[Opening GIVEN INFORMATION section]

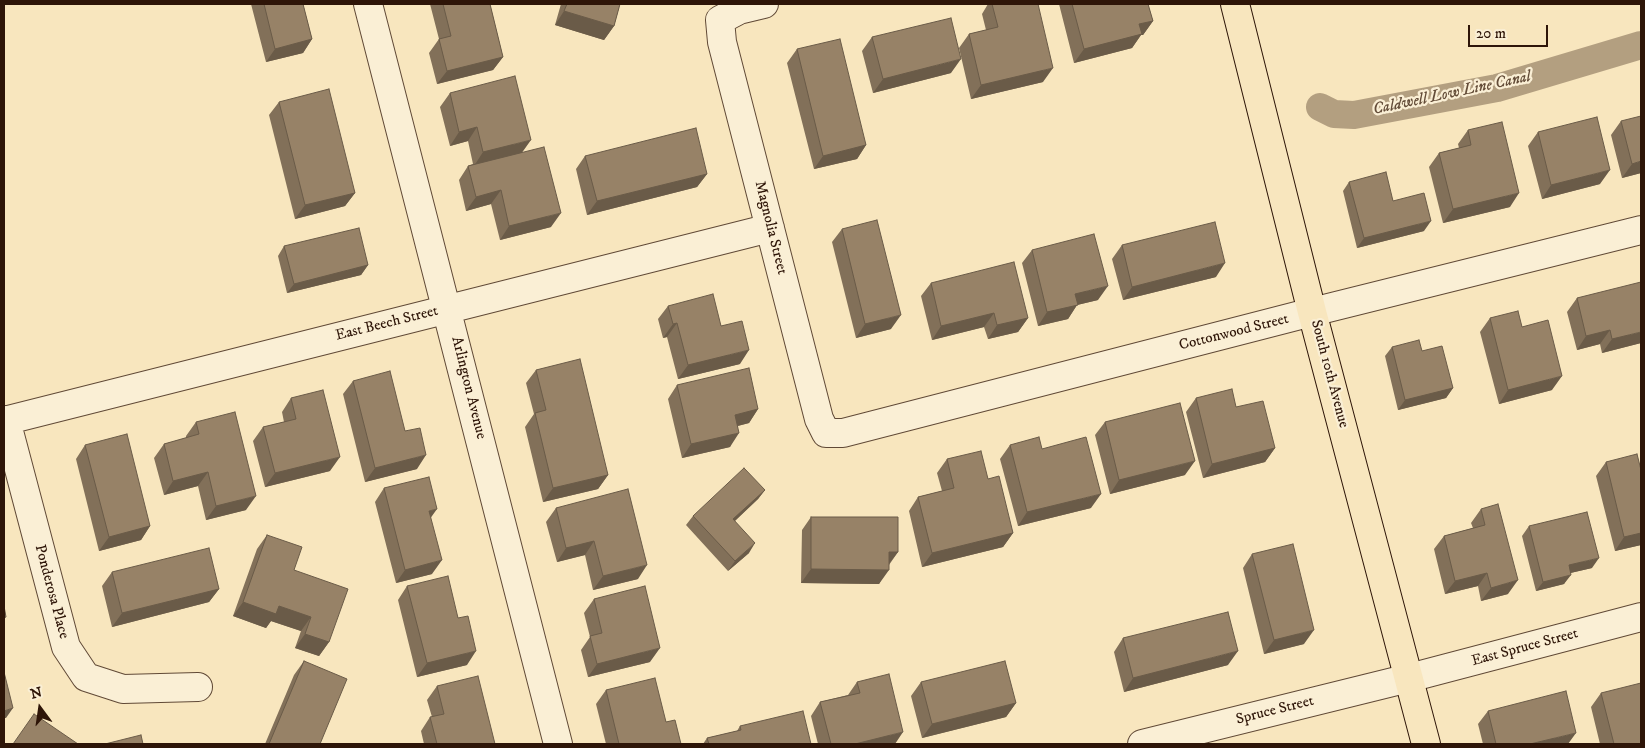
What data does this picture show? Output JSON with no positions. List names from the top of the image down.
{
  "streets": {
    "main road": ["South 10th Avenue"],
    "street": [
      "Magnolia Street",
      "East Beech Street",
      "Cottonwood Street",
      "Arlington Avenue",
      "Ponderosa Place",
      "East Spruce Street",
      "Spruce Street"
    ]
  },
  "crossings": [
    ["Magnolia Street", "East Beech Street"],
    ["Magnolia Street", "Cottonwood Street"],
    ["East Beech Street", "Arlington Avenue"],
    ["East Beech Street", "Ponderosa Place"],
    ["Cottonwood Street", "South 10th Avenue"],
    ["South 10th Avenue", "East Spruce Street"],
    ["South 10th Avenue", "Spruce Street"],
    ["East Spruce Street", "Spruce Street"]
  ],
  "water": ["Caldwell Low Line Canal"],
  "scale_bar": "20 m",
  "north": "top"
}
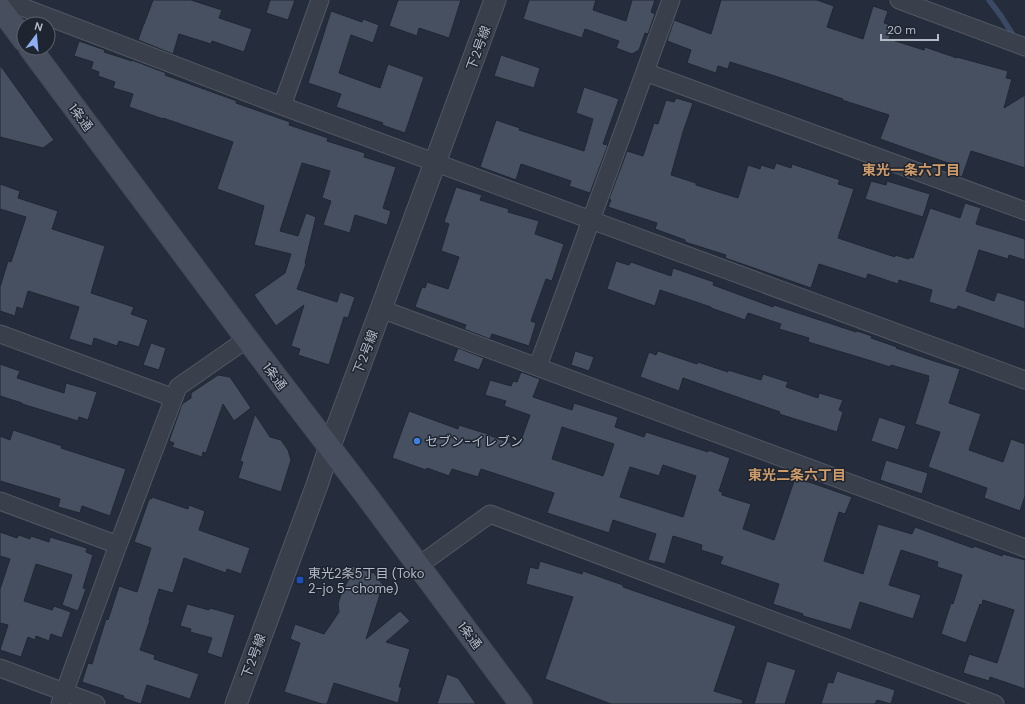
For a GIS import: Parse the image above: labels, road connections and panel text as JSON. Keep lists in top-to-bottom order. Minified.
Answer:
{"streets":{"main road":["1条通"],"street":["下2号線"]},"crossings":[["下2号線","1条通"]],"districts":["東光一条六丁目","東光二条六丁目"],"places":{"other":["セブン-イレブン"],"transit":["東光2条5丁目 (Toko 2-jo 5-chome)"]},"scale_bar":"20 m","north":"top"}
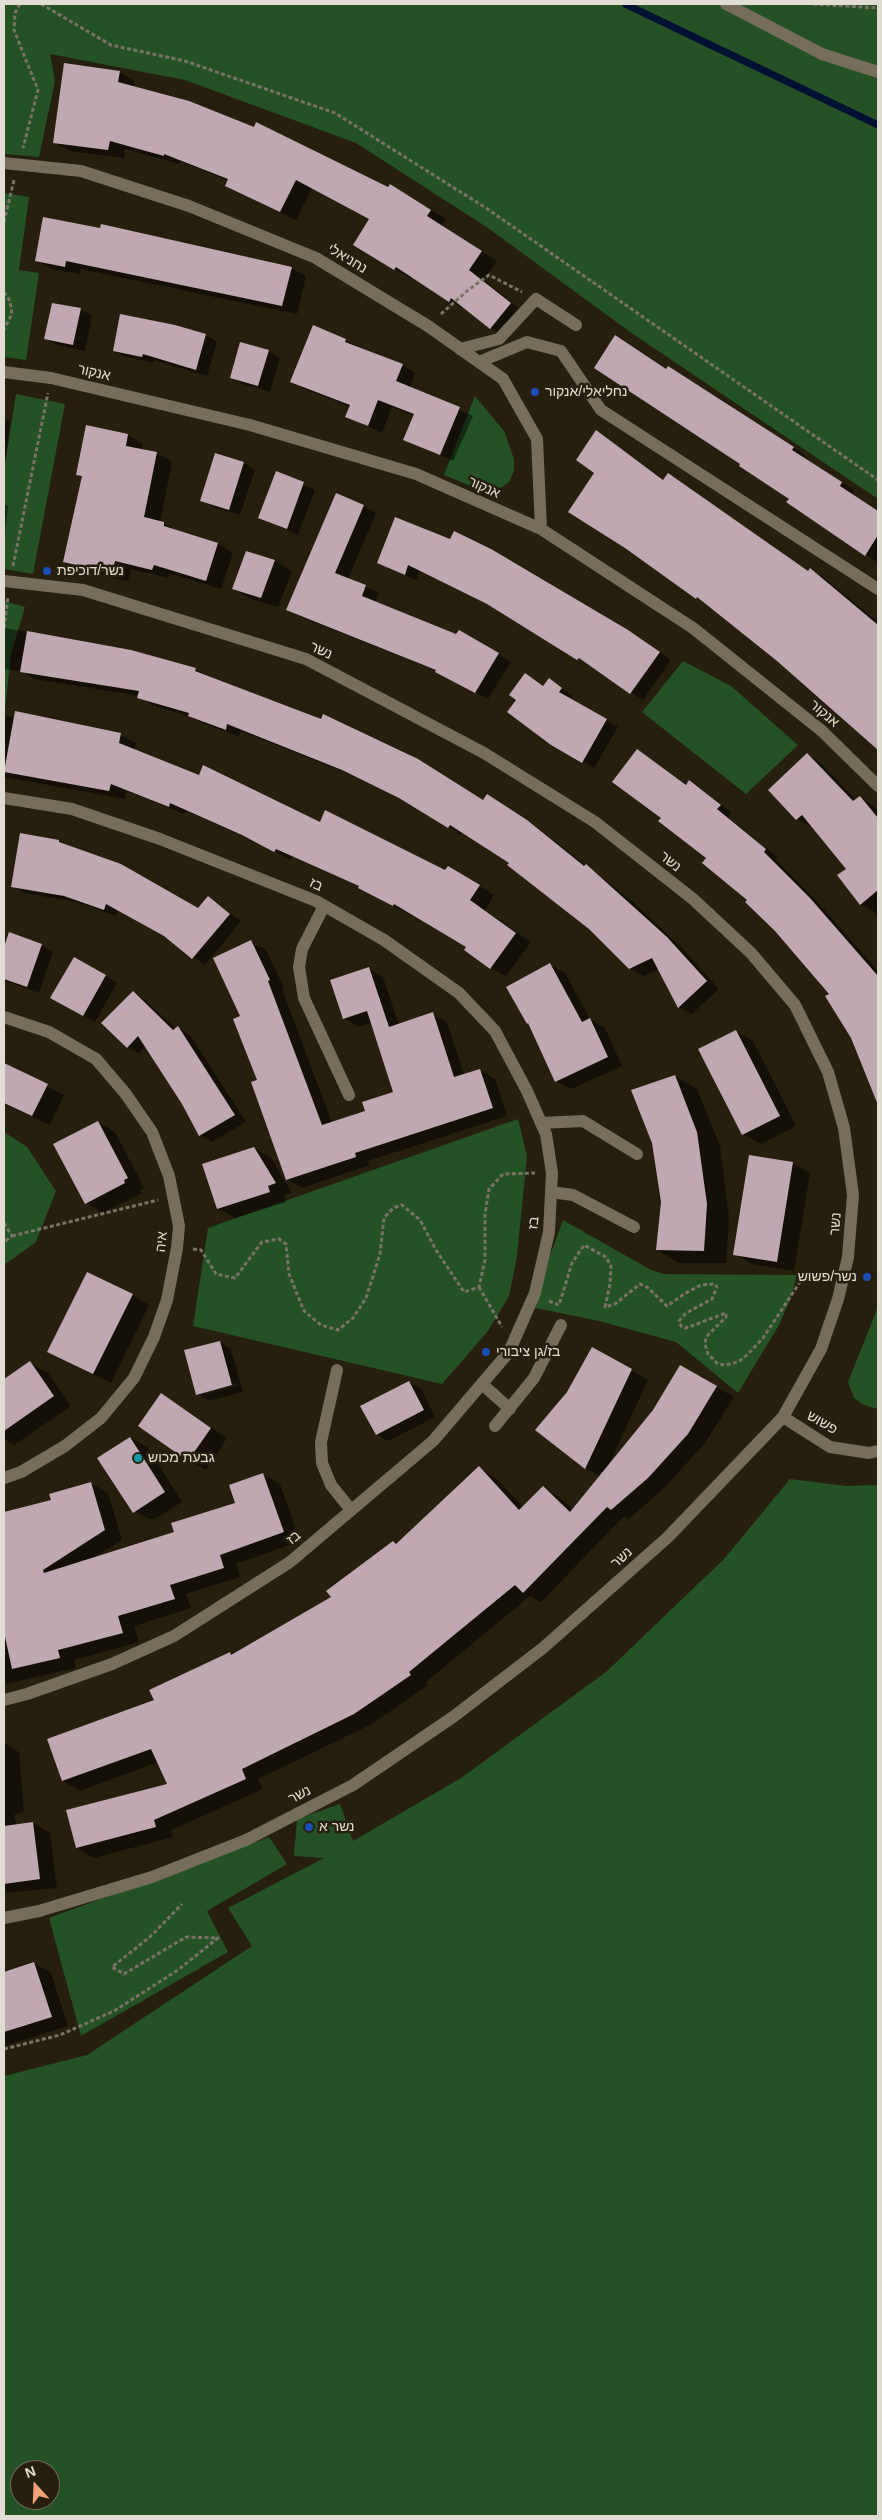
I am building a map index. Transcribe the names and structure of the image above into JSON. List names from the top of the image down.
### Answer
{
  "streets": {
    "street": [
      "נחניאלי",
      "אנקור",
      "נשר",
      "בז",
      "איה",
      "פשוש"
    ]
  },
  "crossings": [
    ["נחניאלי", "אנקור"],
    ["נשר", "פשוש"]
  ],
  "places": [
    "נחליאלי/אנקור",
    "נשר/דוכיפת",
    "נשר/פשוש",
    "בז/גן ציבורי",
    "גבעת מכוש",
    "נשר א"
  ],
  "north": "top"
}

[Closing GIVEN INFORMATION section]

TASK TO CARRY OUT:
Print the records above exactly as they stand, but leave out the pictures.

EXERCISE OUTPUT:
What data does this picture show? Output JSON with no positions. List names from the top of the image down.
{
  "streets": {
    "main road": ["South 10th Avenue"],
    "street": [
      "Magnolia Street",
      "East Beech Street",
      "Cottonwood Street",
      "Arlington Avenue",
      "Ponderosa Place",
      "East Spruce Street",
      "Spruce Street"
    ]
  },
  "crossings": [
    ["Magnolia Street", "East Beech Street"],
    ["Magnolia Street", "Cottonwood Street"],
    ["East Beech Street", "Arlington Avenue"],
    ["East Beech Street", "Ponderosa Place"],
    ["Cottonwood Street", "South 10th Avenue"],
    ["South 10th Avenue", "East Spruce Street"],
    ["South 10th Avenue", "Spruce Street"],
    ["East Spruce Street", "Spruce Street"]
  ],
  "water": ["Caldwell Low Line Canal"],
  "scale_bar": "20 m",
  "north": "top"
}
For a GIS import: Parse the image above: labels, road connections and panel text as JSON. Keep lists in top-to-bottom order. Minified.
Answer:
{"streets":{"main road":["1条通"],"street":["下2号線"]},"crossings":[["下2号線","1条通"]],"districts":["東光一条六丁目","東光二条六丁目"],"places":{"other":["セブン-イレブン"],"transit":["東光2条5丁目 (Toko 2-jo 5-chome)"]},"scale_bar":"20 m","north":"top"}
I am building a map index. Transcribe the names and structure of the image above into JSON. List names from the top of the image down.
### Answer
{
  "streets": {
    "street": [
      "נחניאלי",
      "אנקור",
      "נשר",
      "בז",
      "איה",
      "פשוש"
    ]
  },
  "crossings": [
    ["נחניאלי", "אנקור"],
    ["נשר", "פשוש"]
  ],
  "places": [
    "נחליאלי/אנקור",
    "נשר/דוכיפת",
    "נשר/פשוש",
    "בז/גן ציבורי",
    "גבעת מכוש",
    "נשר א"
  ],
  "north": "top"
}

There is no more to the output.